In the entries below, find every line holding the string "roads" and collect it.

===== Provided data

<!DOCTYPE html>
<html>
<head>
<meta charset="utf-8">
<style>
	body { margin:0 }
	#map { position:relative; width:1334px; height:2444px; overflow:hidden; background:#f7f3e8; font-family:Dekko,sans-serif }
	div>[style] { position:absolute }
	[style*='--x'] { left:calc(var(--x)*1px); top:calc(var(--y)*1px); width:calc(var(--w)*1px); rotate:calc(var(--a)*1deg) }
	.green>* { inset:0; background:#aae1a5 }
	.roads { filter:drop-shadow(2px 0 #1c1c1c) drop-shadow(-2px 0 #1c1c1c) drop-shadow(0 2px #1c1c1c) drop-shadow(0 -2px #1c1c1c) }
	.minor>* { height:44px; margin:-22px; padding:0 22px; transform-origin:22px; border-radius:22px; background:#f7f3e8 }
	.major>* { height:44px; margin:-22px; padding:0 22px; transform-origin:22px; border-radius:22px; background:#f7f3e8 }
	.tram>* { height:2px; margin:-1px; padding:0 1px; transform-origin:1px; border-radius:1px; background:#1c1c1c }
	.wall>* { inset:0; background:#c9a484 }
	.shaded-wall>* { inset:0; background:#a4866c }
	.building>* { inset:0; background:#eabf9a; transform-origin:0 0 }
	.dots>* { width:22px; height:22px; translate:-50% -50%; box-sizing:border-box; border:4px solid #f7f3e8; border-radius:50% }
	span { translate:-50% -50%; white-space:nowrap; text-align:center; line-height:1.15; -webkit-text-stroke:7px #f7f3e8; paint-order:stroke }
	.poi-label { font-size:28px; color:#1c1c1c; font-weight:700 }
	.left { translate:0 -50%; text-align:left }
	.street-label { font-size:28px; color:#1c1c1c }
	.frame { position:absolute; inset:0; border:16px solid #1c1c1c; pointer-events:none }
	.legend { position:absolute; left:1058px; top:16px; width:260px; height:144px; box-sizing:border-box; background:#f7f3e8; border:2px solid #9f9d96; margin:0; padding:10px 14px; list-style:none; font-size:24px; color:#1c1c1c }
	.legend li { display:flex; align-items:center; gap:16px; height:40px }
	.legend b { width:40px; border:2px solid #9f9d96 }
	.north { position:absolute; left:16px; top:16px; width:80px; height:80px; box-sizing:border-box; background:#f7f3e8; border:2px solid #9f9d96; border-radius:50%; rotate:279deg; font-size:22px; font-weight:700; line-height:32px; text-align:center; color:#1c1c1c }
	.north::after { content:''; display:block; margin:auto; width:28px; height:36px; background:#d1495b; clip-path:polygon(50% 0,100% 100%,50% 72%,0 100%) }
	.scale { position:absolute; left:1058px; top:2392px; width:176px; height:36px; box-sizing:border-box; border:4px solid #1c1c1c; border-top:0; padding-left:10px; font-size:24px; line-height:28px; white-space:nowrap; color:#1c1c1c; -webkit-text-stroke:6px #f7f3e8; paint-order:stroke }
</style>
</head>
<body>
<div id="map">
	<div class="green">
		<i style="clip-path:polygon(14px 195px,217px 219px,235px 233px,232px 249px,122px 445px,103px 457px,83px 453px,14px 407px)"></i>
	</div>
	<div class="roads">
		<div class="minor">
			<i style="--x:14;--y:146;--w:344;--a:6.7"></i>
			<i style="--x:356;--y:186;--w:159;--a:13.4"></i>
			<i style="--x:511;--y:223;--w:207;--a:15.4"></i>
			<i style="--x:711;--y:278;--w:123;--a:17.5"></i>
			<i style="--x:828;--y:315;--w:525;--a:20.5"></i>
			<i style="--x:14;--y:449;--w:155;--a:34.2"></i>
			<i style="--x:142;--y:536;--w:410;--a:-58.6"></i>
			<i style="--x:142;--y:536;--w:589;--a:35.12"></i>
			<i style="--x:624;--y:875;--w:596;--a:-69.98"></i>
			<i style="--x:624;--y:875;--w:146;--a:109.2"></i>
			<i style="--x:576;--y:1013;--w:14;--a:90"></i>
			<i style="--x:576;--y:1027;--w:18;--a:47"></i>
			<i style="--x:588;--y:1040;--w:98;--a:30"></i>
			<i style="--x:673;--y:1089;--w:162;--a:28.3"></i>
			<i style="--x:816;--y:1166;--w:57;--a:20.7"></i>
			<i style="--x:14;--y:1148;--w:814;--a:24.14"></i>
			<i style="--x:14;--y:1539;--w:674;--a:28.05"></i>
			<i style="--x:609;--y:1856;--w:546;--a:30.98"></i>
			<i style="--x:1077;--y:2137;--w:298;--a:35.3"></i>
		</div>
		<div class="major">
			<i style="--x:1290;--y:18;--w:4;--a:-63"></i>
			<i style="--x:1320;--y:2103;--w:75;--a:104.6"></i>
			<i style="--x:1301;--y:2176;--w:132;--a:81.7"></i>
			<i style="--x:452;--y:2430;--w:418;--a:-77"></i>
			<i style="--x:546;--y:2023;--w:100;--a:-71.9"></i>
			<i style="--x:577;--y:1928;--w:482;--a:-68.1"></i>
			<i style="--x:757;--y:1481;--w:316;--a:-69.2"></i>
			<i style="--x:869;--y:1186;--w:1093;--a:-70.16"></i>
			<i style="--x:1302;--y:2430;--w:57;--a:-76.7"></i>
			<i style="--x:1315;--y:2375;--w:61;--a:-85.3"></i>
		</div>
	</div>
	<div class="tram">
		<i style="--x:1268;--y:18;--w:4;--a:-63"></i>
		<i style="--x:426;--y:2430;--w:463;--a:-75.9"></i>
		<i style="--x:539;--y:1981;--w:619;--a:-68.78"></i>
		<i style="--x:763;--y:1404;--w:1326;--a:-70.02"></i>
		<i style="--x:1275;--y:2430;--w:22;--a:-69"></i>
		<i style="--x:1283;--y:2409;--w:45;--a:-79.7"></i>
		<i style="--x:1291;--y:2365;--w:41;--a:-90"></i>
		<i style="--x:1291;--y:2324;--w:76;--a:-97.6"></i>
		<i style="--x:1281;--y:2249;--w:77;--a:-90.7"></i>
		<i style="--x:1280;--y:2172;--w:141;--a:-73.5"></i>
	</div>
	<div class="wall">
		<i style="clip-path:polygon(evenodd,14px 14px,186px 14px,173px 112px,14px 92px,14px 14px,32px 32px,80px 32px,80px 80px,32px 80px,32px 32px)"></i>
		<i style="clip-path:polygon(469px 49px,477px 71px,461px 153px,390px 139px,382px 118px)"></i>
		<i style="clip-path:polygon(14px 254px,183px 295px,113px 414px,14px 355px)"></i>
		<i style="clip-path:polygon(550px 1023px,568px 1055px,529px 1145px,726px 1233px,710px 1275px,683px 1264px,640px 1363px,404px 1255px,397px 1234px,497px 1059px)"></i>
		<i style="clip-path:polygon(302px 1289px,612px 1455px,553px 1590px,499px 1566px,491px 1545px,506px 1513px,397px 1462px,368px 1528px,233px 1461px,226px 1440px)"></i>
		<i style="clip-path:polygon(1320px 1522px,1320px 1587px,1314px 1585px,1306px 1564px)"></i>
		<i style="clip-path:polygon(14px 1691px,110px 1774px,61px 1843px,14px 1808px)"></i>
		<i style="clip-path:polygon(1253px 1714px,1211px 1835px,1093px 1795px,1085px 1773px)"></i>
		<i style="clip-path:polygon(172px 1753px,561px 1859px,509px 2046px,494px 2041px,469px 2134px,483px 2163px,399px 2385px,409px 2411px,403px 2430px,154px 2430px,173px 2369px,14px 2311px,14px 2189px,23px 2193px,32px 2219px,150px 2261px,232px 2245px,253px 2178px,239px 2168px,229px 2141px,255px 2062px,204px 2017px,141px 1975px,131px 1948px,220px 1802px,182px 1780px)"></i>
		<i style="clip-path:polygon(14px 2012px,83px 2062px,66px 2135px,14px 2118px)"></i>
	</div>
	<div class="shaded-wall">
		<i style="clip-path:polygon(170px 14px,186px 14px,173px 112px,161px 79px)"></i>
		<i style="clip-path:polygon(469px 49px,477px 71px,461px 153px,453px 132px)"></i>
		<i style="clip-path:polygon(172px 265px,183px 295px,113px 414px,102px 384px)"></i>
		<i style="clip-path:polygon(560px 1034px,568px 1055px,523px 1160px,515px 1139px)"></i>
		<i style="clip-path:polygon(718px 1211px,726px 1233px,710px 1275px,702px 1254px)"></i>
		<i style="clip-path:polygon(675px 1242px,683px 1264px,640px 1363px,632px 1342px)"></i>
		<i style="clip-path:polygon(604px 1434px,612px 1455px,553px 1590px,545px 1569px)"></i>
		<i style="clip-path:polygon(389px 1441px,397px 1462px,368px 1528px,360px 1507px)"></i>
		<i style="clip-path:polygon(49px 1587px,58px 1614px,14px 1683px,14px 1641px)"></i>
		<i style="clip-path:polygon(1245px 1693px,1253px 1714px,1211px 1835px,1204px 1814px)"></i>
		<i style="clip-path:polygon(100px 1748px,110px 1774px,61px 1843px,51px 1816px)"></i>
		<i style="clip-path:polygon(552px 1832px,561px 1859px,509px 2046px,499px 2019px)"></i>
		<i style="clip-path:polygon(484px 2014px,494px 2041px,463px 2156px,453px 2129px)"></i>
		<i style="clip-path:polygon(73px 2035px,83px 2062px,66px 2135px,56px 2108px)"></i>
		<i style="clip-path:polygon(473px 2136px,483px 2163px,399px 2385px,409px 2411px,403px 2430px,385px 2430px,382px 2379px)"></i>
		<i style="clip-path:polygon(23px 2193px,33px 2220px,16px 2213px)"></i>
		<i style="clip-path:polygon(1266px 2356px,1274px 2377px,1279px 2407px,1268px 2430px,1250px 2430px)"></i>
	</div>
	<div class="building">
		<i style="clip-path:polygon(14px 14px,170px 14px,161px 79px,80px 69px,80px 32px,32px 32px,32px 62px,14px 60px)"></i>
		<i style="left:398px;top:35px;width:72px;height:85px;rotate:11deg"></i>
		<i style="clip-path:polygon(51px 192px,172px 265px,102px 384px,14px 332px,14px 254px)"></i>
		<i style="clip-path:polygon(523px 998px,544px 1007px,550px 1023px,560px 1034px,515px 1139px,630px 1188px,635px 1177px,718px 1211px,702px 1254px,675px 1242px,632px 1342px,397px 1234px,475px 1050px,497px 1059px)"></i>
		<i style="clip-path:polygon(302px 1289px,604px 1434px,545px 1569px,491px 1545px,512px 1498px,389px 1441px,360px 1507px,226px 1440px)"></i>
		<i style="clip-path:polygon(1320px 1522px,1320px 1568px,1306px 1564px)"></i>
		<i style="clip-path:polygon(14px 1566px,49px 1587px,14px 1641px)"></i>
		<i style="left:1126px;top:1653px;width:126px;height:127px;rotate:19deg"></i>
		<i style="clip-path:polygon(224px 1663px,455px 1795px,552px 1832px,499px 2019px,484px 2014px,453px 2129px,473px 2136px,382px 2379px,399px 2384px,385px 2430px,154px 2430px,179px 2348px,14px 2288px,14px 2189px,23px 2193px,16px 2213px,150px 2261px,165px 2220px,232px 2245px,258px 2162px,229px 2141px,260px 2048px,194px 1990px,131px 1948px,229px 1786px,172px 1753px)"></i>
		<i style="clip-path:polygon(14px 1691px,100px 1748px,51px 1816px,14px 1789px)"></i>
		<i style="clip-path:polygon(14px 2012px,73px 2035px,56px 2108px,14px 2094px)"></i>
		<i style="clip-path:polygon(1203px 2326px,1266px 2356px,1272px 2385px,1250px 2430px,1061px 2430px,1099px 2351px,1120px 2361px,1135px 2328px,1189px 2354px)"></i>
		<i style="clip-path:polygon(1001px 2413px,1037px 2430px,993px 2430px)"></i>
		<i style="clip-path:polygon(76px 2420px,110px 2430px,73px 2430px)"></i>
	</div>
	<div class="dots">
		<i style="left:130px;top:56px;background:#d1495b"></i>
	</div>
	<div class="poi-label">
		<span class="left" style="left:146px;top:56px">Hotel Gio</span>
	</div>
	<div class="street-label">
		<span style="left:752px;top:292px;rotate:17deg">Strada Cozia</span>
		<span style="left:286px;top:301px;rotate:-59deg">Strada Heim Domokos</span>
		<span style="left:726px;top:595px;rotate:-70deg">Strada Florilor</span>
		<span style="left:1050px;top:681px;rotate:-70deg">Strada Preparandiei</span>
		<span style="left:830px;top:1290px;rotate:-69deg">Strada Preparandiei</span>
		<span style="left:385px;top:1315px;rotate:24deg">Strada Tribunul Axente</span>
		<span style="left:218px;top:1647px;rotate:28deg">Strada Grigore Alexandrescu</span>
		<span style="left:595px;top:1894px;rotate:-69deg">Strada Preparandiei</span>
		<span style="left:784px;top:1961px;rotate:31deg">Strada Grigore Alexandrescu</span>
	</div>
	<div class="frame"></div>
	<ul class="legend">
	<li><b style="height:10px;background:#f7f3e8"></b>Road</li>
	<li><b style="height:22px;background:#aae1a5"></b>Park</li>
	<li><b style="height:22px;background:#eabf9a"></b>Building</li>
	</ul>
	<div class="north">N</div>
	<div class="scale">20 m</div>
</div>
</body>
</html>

==========

Expected output:
	.roads { filter:drop-shadow(2px 0 #1c1c1c) drop-shadow(-2px 0 #1c1c1c) drop-shadow(0 2px #1c1c1c) drop-shadow(0 -2px #1c1c1c) }
	<div class="roads">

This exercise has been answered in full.